▶ Task instructions: In your answer, print each of the records below exactly.

▶ Records excerpted from a collection:

#####

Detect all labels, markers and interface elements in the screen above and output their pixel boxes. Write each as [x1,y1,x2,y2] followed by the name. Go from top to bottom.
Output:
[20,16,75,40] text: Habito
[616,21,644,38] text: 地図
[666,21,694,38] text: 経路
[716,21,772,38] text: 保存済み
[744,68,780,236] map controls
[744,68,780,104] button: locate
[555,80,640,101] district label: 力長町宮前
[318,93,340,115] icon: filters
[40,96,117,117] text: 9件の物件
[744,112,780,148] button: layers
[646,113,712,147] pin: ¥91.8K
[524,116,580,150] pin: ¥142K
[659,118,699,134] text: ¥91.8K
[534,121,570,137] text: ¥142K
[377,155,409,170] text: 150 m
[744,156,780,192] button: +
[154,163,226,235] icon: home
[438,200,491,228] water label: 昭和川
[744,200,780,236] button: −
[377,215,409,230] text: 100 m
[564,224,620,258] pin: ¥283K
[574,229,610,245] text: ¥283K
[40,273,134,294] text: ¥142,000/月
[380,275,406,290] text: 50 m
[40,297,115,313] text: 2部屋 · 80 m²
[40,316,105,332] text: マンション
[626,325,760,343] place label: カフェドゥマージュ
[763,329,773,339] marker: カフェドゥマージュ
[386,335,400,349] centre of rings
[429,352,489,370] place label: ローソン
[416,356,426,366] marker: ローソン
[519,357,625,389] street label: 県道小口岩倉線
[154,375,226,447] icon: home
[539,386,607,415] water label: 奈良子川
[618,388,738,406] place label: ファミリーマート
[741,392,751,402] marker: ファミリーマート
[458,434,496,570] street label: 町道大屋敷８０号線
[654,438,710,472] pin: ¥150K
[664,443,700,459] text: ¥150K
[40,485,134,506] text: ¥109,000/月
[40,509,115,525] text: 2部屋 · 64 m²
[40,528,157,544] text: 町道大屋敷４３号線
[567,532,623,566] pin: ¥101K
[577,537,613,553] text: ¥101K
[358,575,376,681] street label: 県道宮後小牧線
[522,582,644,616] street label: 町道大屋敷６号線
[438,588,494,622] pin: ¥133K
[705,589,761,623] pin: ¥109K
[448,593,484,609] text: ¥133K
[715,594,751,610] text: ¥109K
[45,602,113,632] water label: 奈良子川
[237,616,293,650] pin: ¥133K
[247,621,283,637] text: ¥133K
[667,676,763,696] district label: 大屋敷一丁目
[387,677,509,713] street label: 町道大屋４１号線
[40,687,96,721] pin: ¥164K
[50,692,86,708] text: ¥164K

#####

▶ Exercise output:
Detect all labels, markers and interface elements in the screen above and output their pixel boxes. Write each as [x1,y1,x2,y2] followed by the name. Go from top to bottom.
Output:
[20,16,75,40] text: Habito
[616,21,644,38] text: 地図
[666,21,694,38] text: 経路
[716,21,772,38] text: 保存済み
[744,68,780,236] map controls
[744,68,780,104] button: locate
[555,80,640,101] district label: 力長町宮前
[318,93,340,115] icon: filters
[40,96,117,117] text: 9件の物件
[744,112,780,148] button: layers
[646,113,712,147] pin: ¥91.8K
[524,116,580,150] pin: ¥142K
[659,118,699,134] text: ¥91.8K
[534,121,570,137] text: ¥142K
[377,155,409,170] text: 150 m
[744,156,780,192] button: +
[154,163,226,235] icon: home
[438,200,491,228] water label: 昭和川
[744,200,780,236] button: −
[377,215,409,230] text: 100 m
[564,224,620,258] pin: ¥283K
[574,229,610,245] text: ¥283K
[40,273,134,294] text: ¥142,000/月
[380,275,406,290] text: 50 m
[40,297,115,313] text: 2部屋 · 80 m²
[40,316,105,332] text: マンション
[626,325,760,343] place label: カフェドゥマージュ
[763,329,773,339] marker: カフェドゥマージュ
[386,335,400,349] centre of rings
[429,352,489,370] place label: ローソン
[416,356,426,366] marker: ローソン
[519,357,625,389] street label: 県道小口岩倉線
[154,375,226,447] icon: home
[539,386,607,415] water label: 奈良子川
[618,388,738,406] place label: ファミリーマート
[741,392,751,402] marker: ファミリーマート
[458,434,496,570] street label: 町道大屋敷８０号線
[654,438,710,472] pin: ¥150K
[664,443,700,459] text: ¥150K
[40,485,134,506] text: ¥109,000/月
[40,509,115,525] text: 2部屋 · 64 m²
[40,528,157,544] text: 町道大屋敷４３号線
[567,532,623,566] pin: ¥101K
[577,537,613,553] text: ¥101K
[358,575,376,681] street label: 県道宮後小牧線
[522,582,644,616] street label: 町道大屋敷６号線
[438,588,494,622] pin: ¥133K
[705,589,761,623] pin: ¥109K
[448,593,484,609] text: ¥133K
[715,594,751,610] text: ¥109K
[45,602,113,632] water label: 奈良子川
[237,616,293,650] pin: ¥133K
[247,621,283,637] text: ¥133K
[667,676,763,696] district label: 大屋敷一丁目
[387,677,509,713] street label: 町道大屋４１号線
[40,687,96,721] pin: ¥164K
[50,692,86,708] text: ¥164K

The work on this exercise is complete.